If you wanted to shut down hunting, you could just make it too expensive for the majority... Limited supply and extremely high ammo prices and the like. 

Oh wait...

-DallanC


----------



## Critter (Mar 20, 2010)

It sounds like it is going along the normal path for this administration. Trump opened them up and Biden is looking to shut them down.


----------



## wyogoob (Sep 7, 2007)

"Normal path for this administration" It kinda depends on who's telling the story. Here's a quote from the Biden Administration's Interior Department August 31, 2021:
.........................................................................
The Interior Department on Monday announced an expansion of hunting and fishing rights across 2.1 million acres, which it tied to the Biden administration’s lands conservation target.
The announcement applies to a single national fish hatchery and 88 national wildlife refuges, according to an Interior announcement.
“Increasing access to outdoor recreation opportunities is essential to advancing the Administration’s commitment to the conservation stewardship of our public lands,” Interior Secretary Deb Haaland said in a statement. “Responsible hunting and fishing helps to promote healthy wildlife habitats while boosting local recreation economies.”

“Today’s announcement furthers a rich tradition of providing quality outdoor recreation experiences to the American people on our public lands,” Service Principal Deputy Director Martha Williams said in a statement. “By expanding these opportunities, we are enhancing the lives of millions of Americans while stimulating the national economy to which hunting and fishing contribute significantly.”
The announcement comes just over a year after the Trump administration announced an expansion of hunting on 2.3 million acres at nearly 150 refuges and hatcheries................................................................................


Despite the greater acreage in the 2020 announcement, the department called the latest expansion the greatest in recent history in terms of total hunting and fishing "opportunities." An Interior spokesperson told The Hill the 2020 expansion included only 859 new opportunities. The latest expansion will include 910 expanded or new opportunities, the department said.

I'm sure the anti-hunters and bird watchers think these new opportunities for we consumptive "outdoorsmen" are an overreach..unfair. They could be right, the majority of the voting population doesn't engage in consumptive recreation. 

The GoHunt story is taken from the Meateater. Isn't that the dude that ate raw bear meat and got trichinosis?


----------



## wyogoob (Sep 7, 2007)

Vanilla said:


> This would be unfortunate. I’ve read a lot of posts on this forum pontificating that the left is the champion of access to public lands. Pretty sad to see even the possibility that the Administration is negotiating away our rights to hunt on public lands.
> 
> 
> 
> ...


So in 2021 the Biden Administration expanded hunting and fishing opportunities on 88 public wildlife refuges, 2.1 million acres. Now we're approaching the midterm elections and "non-consumptive" outdoor voters are concerned they're getting screwed, after all, these are "public" lands.
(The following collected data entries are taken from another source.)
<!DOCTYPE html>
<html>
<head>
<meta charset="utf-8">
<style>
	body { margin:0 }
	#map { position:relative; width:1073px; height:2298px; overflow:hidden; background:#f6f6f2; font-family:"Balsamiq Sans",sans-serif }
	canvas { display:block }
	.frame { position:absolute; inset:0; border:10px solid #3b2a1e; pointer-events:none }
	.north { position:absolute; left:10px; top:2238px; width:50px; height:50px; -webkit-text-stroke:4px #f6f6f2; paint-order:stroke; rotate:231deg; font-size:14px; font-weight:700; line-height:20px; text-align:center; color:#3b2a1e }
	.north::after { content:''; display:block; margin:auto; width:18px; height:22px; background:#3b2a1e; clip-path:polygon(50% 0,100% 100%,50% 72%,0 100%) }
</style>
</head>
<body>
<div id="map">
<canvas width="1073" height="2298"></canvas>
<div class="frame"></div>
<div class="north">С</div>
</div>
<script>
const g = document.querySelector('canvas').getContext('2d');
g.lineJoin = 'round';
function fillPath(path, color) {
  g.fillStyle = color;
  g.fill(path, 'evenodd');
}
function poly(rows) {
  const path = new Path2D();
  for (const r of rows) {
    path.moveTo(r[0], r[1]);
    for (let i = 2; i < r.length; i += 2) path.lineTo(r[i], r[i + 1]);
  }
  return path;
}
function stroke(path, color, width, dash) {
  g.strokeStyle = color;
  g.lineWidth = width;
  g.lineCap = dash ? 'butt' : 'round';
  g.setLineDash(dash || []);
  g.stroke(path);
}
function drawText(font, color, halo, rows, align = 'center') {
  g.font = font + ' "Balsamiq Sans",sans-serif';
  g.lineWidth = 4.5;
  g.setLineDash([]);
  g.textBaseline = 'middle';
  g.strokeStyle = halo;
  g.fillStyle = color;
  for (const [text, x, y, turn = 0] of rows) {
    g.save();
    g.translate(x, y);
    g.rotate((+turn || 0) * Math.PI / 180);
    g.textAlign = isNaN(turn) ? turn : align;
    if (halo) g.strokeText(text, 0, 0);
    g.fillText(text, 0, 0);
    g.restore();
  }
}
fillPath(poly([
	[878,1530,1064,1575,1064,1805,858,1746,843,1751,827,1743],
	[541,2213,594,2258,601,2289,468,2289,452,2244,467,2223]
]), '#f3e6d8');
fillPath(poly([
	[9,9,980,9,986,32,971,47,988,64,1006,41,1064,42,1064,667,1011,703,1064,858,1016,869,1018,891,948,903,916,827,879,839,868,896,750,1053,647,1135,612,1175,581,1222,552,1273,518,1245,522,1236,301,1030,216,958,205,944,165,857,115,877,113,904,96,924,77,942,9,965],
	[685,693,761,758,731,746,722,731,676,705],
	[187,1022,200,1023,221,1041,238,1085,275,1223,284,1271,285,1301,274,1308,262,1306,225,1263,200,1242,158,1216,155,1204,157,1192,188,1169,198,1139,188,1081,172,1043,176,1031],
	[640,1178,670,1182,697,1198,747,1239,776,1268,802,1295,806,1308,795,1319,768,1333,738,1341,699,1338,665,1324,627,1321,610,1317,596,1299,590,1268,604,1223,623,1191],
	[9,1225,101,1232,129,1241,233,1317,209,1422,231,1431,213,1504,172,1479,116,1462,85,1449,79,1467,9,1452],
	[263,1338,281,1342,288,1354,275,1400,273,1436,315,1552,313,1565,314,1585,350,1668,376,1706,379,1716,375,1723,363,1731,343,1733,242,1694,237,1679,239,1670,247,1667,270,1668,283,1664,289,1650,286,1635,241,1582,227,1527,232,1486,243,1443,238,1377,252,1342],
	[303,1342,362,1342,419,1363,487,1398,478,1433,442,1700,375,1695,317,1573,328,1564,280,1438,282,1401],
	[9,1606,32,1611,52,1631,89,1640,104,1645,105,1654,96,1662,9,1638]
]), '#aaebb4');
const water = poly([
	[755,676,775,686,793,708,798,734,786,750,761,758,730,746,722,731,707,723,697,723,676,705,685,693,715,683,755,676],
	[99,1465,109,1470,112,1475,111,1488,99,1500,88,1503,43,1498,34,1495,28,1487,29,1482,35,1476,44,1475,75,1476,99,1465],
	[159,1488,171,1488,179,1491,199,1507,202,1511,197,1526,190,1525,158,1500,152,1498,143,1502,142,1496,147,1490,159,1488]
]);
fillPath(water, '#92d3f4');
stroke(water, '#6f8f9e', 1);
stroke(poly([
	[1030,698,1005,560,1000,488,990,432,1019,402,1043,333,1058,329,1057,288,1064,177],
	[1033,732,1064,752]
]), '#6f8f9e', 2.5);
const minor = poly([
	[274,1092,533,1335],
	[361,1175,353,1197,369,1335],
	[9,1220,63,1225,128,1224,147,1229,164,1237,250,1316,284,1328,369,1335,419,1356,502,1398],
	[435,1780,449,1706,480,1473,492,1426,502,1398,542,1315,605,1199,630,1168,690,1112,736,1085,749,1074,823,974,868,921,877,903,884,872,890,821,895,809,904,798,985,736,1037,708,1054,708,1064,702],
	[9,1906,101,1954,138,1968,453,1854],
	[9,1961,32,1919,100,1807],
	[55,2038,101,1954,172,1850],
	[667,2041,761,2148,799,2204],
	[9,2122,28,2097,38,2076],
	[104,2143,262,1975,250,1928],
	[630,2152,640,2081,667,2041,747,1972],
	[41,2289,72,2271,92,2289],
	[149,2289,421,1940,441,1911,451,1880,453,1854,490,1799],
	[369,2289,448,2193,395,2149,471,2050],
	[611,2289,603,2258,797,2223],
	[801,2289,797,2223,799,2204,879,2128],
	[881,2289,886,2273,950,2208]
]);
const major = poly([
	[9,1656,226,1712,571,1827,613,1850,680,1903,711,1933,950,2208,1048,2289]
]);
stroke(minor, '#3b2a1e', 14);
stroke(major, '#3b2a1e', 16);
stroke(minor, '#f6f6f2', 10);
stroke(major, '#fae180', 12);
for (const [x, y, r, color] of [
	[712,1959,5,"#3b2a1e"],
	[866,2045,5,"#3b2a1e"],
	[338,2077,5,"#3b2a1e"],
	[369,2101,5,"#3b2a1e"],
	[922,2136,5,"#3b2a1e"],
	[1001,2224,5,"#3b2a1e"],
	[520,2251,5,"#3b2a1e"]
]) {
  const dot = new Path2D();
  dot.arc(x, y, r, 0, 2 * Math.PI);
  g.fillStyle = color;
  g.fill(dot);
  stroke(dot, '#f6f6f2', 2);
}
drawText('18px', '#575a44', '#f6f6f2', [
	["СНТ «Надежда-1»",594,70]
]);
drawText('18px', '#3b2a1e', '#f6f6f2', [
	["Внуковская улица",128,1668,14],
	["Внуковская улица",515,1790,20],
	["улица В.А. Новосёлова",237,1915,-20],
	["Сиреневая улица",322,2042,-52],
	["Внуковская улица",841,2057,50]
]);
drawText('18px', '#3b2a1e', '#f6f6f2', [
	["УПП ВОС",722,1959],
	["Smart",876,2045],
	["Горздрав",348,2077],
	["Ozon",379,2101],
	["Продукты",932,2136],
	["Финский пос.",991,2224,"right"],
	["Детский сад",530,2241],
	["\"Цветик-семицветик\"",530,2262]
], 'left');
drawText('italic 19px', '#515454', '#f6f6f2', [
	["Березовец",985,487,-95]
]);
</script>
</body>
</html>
I hope there's no net loss for hunters and fishermen during this Administration but public lands are for everyone...compromising, sharing, is important, is American.


----------



## Catherder (Aug 2, 2008)

wyogoob said:


> The GoHunt story is taken from the Meateater. Isn't that the dude that ate raw bear meat and got trichinosis?
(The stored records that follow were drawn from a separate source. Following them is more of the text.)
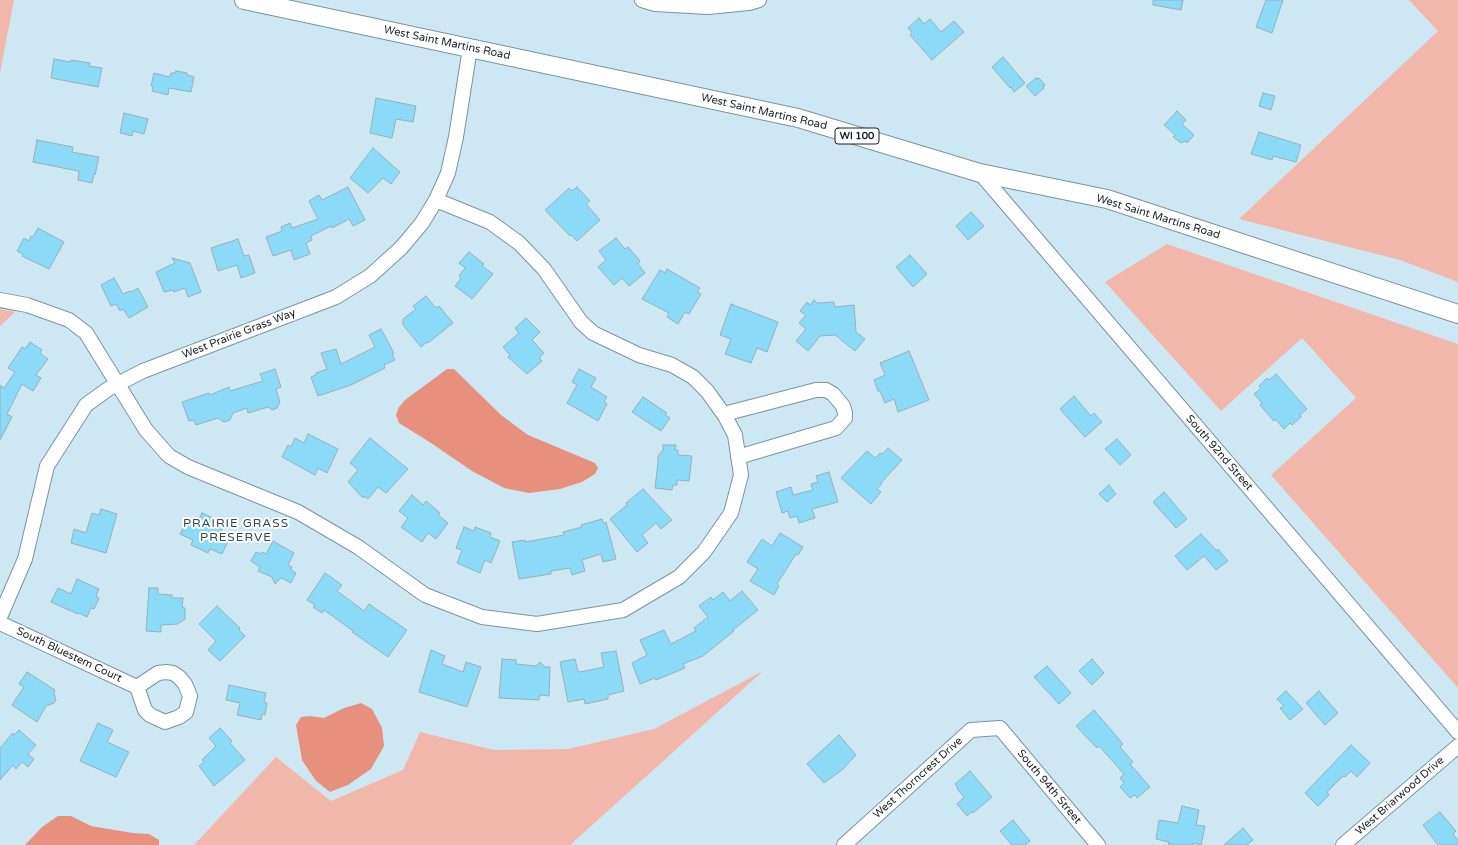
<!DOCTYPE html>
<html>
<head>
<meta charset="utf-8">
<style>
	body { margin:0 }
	canvas { display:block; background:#cee8f3 }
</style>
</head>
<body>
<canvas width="1458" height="845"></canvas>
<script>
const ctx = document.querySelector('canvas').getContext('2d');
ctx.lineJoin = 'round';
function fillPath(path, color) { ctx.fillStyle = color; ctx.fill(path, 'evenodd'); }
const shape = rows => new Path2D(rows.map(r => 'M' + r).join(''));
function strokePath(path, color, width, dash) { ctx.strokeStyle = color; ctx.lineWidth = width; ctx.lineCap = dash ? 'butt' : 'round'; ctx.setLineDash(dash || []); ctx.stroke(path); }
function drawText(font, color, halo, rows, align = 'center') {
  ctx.font = font + ' "Varela Round",sans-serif'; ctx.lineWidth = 4; ctx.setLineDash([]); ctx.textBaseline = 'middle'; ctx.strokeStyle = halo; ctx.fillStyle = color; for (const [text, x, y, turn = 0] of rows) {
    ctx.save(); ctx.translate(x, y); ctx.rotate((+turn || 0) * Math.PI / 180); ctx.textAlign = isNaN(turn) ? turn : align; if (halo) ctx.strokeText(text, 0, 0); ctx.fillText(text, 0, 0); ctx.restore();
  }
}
const green = shape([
	[0,0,14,0,0,73],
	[1409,0,1458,0,1458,282,1400,260,1239,219,1438,31],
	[1167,244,1458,344,1458,688,1271,475,1356,398,1302,338,1221,411,1105,282],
	[0,309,15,312,0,326],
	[763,671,570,845,194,845,276,757,331,801,403,770,420,732,494,750,568,749,654,729]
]);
const water = shape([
	[447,369,454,369,501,415,528,435,595,463,598,468,595,474,582,482,560,489,529,493,504,488,472,471,431,443,399,423,396,415,399,407,405,400],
	[361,703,372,709,382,728,384,746,371,769,348,785,330,792,316,781,302,760,296,725,301,717,310,716,324,718,344,708],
	[58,816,71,816,91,826,133,833,149,834,159,840,159,845,25,845,42,827]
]);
const building = shape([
	[1153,0,1183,0,1181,10,1153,5,1153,0],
	[1266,0,1283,0,1272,33,1256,27,1266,0],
	[919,18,924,24,930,19,941,32,954,21,964,32,932,60,910,35,912,33,908,28,919,18],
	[1003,57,1025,83,1014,92,1011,87,1010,88,992,67,1003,57],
	[54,59,70,62,71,60,90,63,89,66,102,68,98,87,51,78,54,59],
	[176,71,187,73,187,75,194,77,191,92,169,88,168,95,152,91,153,86,151,86,154,73,170,77,171,73,175,73,176,71],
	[1036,78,1037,79,1039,78,1045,85,1043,87,1044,88,1035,96,1026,86,1036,78],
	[1263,93,1275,96,1271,110,1259,106,1263,93],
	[376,98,416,106,413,122,396,119,392,138,370,133,376,98],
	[1177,111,1186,120,1182,124,1194,135,1187,143,1186,141,1181,143,1173,137,1175,135,1164,125,1177,111],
	[124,113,148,119,144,134,133,131,132,136,120,133,124,113],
	[1259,132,1301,145,1296,162,1273,156,1272,160,1251,154,1259,132],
	[37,140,73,147,72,152,99,157,95,175,94,174,92,183,78,180,79,171,78,171,33,162,37,140],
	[373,148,400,172,391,184,383,178,368,193,350,178,373,148],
	[348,187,365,220,353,226,349,219,332,228,331,226,311,236,312,240,306,243,310,254,294,260,291,250,273,256,266,237,282,231,281,227,290,223,292,228,318,219,309,201,319,195,322,200,348,187],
	[577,187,590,201,586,204,600,220,577,241,571,235,570,236,545,210,569,188,572,191,577,187],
	[971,212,984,226,968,240,956,226,971,212],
	[38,228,64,242,49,269,22,256,23,254,17,251,24,238,29,241,31,236,33,237,38,228],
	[616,238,625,249,628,247,640,261,638,264,645,273,629,286,622,278,614,285,598,267,606,260,599,251,616,238],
	[238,239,244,256,249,255,255,273,241,278,237,265,218,271,211,248,238,239],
	[469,252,484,264,482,266,493,274,472,299,455,286,461,278,459,276,465,268,459,263,469,252],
	[910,255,927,274,913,287,896,267,910,255],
	[172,258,190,263,201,292,188,297,185,288,174,292,173,290,164,292,156,272,175,263,172,258],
	[667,269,700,288,697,292,701,294,689,314,685,312,678,324,667,317,669,313,642,299,660,270,665,273,667,269],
	[114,278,123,294,130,291,131,292,138,288,148,307,129,318,123,309,120,311,116,304,111,306,101,285,114,278],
	[426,296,436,308,439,306,453,323,428,343,427,342,421,347,403,325,403,319,416,309,413,306,426,296],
	[814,300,817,303,834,302,835,307,854,305,856,332,865,339,855,351,835,335,820,336,808,351,796,341,806,329,799,323,806,315,800,311,807,302,810,305,814,300],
	[731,304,778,322,767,352,757,348,751,363,725,354,731,339,720,335,731,304],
	[526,318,540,332,532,340,544,353,539,358,542,361,527,374,508,357,510,355,503,347,519,333,515,328,526,318],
	[381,329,394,353,392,354,395,360,384,365,385,368,351,385,318,396,311,377,316,375,316,373,327,369,321,353,336,349,341,364,375,347,369,335,381,329],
	[30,342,42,350,40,353,48,359,36,375,41,378,33,391,22,384,7,414,12,417,0,440,0,385,4,388,15,372,8,368,22,347,25,349,30,342],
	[909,351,929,400,898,412,894,399,885,403,880,391,878,391,874,380,885,375,880,363,909,351],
	[275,369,281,387,276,389,280,402,277,408,272,410,268,407,248,413,247,408,233,413,230,420,224,422,218,418,196,425,194,420,189,421,182,402,209,393,210,395,229,387,230,391,263,381,260,374,275,369],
	[579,369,596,378,591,387,607,397,604,402,607,404,598,421,567,403,577,385,572,382,579,369],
	[1276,374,1307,409,1300,415,1301,417,1292,425,1290,423,1284,429,1275,419,1274,421,1260,405,1262,403,1254,394,1261,388,1259,386,1267,378,1269,380,1276,374],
	[1074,396,1091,416,1094,413,1102,422,1085,437,1060,409,1074,396],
	[643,397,667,413,665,415,670,418,661,431,632,412,643,397],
	[308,434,338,449,327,473,318,468,315,475,282,457,288,445,291,447,295,438,304,443,308,434],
	[370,438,408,469,386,493,378,487,368,499,364,496,363,498,348,482,358,470,350,463,370,438],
	[1117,439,1131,455,1120,465,1105,449,1117,439],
	[663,445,676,445,675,450,678,450,678,455,692,456,689,481,677,480,677,485,673,485,672,490,655,488,658,462,658,456,663,450,663,445],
	[888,448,902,460,881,483,882,483,877,489,881,492,871,504,841,478,867,451,875,458,880,453,882,454,888,448],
	[829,472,838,502,812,509,815,518,799,523,797,516,790,518,788,511,782,513,776,492,791,487,793,495,813,490,811,484,818,482,816,476,829,472],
	[1109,485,1116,494,1107,502,1099,494,1109,485],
	[643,489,672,520,661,529,656,523,642,535,648,543,637,552,610,519,627,505,626,503,643,489],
	[1164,492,1187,519,1176,528,1153,502,1164,492],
	[412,495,423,505,426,501,440,513,438,515,448,523,436,539,428,533,422,542,401,527,408,518,399,511,412,495],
	[101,509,117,514,106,553,71,543,74,529,86,533,92,513,99,515,101,509],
	[202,513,225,523,221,532,230,537,222,554,210,549,208,553,191,545,193,540,180,534,188,518,197,522,202,513],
	[602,519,604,524,606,522,616,559,603,562,601,554,582,560,585,571,572,575,570,568,551,571,551,574,519,579,512,542,525,540,525,542,564,535,563,532,582,527,581,525,602,519],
	[464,527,474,531,475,527,491,533,490,537,500,541,491,563,485,560,480,573,457,563,462,550,456,548,464,527],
	[780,533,803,547,798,555,796,554,777,584,779,586,774,595,750,581,758,569,747,562,762,539,772,546,780,533],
	[1201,534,1217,551,1218,549,1228,561,1216,570,1204,556,1187,570,1175,556,1201,534],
	[273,541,294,553,288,565,292,567,291,570,296,573,291,583,281,578,275,584,272,577,258,571,260,567,251,561,256,552,261,554,262,552,266,554,273,541],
	[325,573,342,585,337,591,364,611,369,604,407,630,388,657,352,632,353,631,324,610,322,613,313,607,315,605,307,600,325,573],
	[77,579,99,589,96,596,99,598,94,609,91,608,87,617,79,613,78,614,71,611,51,602,58,588,71,594,77,579],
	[149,588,158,588,158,594,172,595,172,598,183,598,182,607,185,608,185,619,178,624,161,625,161,632,146,631,149,588],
	[742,591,758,610,733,630,734,631,703,656,683,664,685,668,656,680,655,678,640,684,632,663,647,655,640,640,664,630,671,644,696,631,694,628,708,617,699,606,711,597,713,600,723,592,730,601,742,591],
	[217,606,240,628,239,630,245,636,220,661,208,650,216,641,199,624,217,606],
	[431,650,445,656,442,664,463,672,466,662,481,667,467,707,419,692,431,650],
	[616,651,624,691,608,695,608,699,585,704,584,699,568,702,560,662,575,659,578,671,580,672,604,667,601,653,616,651],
	[502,659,516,660,516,664,536,666,540,662,545,667,550,667,549,696,540,695,539,700,499,698,502,659],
	[1092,659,1104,673,1092,685,1079,671,1092,659],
	[1047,666,1071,693,1059,704,1034,677,1047,666],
	[27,672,55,690,54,693,56,700,54,703,46,706,37,722,12,705,24,687,19,684,27,672],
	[229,685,266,693,264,702,267,703,265,715,262,714,261,720,237,715,240,703,226,700,229,685],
	[1286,691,1303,709,1290,720,1280,708,1284,706,1277,699,1286,691],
	[1319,691,1338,713,1325,725,1306,703,1319,691],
	[1094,710,1123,744,1120,747,1133,762,1130,764,1150,787,1137,798,1135,795,1130,798,1120,787,1124,783,1120,778,1124,774,1099,746,1097,748,1076,726,1094,710],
	[98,723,113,730,107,742,129,752,116,777,80,761,98,723],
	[220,728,232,741,230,743,245,760,214,786,199,766,204,762,202,760,216,746,209,738,220,728],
	[19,730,36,745,28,754,34,759,28,767,22,762,16,769,13,765,0,780,0,748,13,733,14,735,19,730],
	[839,735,856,755,842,770,824,783,807,764,839,735],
	[1351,745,1370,763,1357,777,1351,771,1345,777,1343,776,1327,792,1329,795,1318,806,1305,793,1351,745],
	[970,771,992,797,973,813,972,812,967,816,957,804,964,797,957,789,958,788,955,784,970,771],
	[1182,806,1199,810,1196,825,1205,826,1201,845,1193,843,1193,845,1168,845,1169,842,1156,839,1159,820,1178,823,1182,806],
	[1440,812,1456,831,1453,834,1458,840,1458,845,1438,845,1423,825,1440,812],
	[1013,820,1030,841,1025,845,1012,845,1000,831,1013,820],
	[1243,828,1253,840,1247,845,1224,845,1243,828]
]);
const minor = shape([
	[642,0,655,4,708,7,749,3,759,0],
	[980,173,1458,732],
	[0,300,27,305,69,320,86,333,146,430,169,456,188,467,298,512,358,547,425,595,482,617,537,624,623,610,679,577,704,552,731,513,741,475,735,435,725,416,707,391,693,377,672,365,639,355,593,333,581,322,544,269,519,243,490,222,436,200],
	[724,414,816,390,826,390,833,394,843,406,845,413,845,418,836,428,738,457],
	[0,617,25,559,47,466,86,405,108,389,143,371,336,297,370,276,401,248,422,223,436,200,448,173,456,137,470,48],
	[0,623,137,687],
	[166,672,173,673,179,677,185,684,190,696,186,712,179,717,165,722,150,715,145,710,137,687,158,673,166,672],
	[844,845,971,730,1000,728,1098,845],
	[1343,845,1458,746]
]);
const major = shape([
	[244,0,798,118,980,173,1107,199,1458,314]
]);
const shields = [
	[857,136,44]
];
const shieldNames = [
	["WI 100",857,136]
];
const streetNames = [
	["West Saint Martins Road",447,43,12],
	["West Saint Martins Road",764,112,13],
	["West Saint Martins Road",1158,217,17],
	["West Prairie Grass Way",239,334,-21],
	["South 92nd Street",1219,453,49],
	["South Bluestem Court",69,655,25],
	["West Thorncrest Drive",918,778,-42],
	["South 94th Street",1049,787,50],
	["West Briarwood Drive",1400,796,-41]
];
const neighbourhoodNames = [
	["PRAIRIE GRASS",236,524],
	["PRESERVE",236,538]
];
fillPath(green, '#f1b7ab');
fillPath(water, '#e7907e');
fillPath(building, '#8bdaf7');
strokePath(building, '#96b0ba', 1);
strokePath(minor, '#7b949e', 16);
strokePath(major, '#7b949e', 20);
strokePath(minor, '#fff', 14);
strokePath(major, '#fff', 18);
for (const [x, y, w] of shields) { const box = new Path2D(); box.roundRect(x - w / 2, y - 8, w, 16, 3); ctx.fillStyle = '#fff'; ctx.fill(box); strokePath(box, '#162024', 1); }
drawText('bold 10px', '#162024', null, shieldNames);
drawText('11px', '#162024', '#fff', streetNames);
ctx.letterSpacing = '1px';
drawText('12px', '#314750', '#fff', neighbourhoodNames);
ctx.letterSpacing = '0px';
</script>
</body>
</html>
That's the problem with some of these internet stories. One has to exert as much work trying to figure out the agenda of the presenter as you do dealing with the facts at hand. 

That said, lets hope this is a nothingburger. I must admit that it would not surprise me if this could be another "yo-yo" effect like the monuments.


----------



## wyogoob (Sep 7, 2007)

Catherder said:


> That's the problem with some of these internet stories. One has to exert as much work trying to figure out the agenda of the presenter as you do dealing with the facts at hand.
> 
> That said, lets hope this is a nothingburger. I must admit that it would not surprise me if this could be another "yo-yo" effect like the monuments.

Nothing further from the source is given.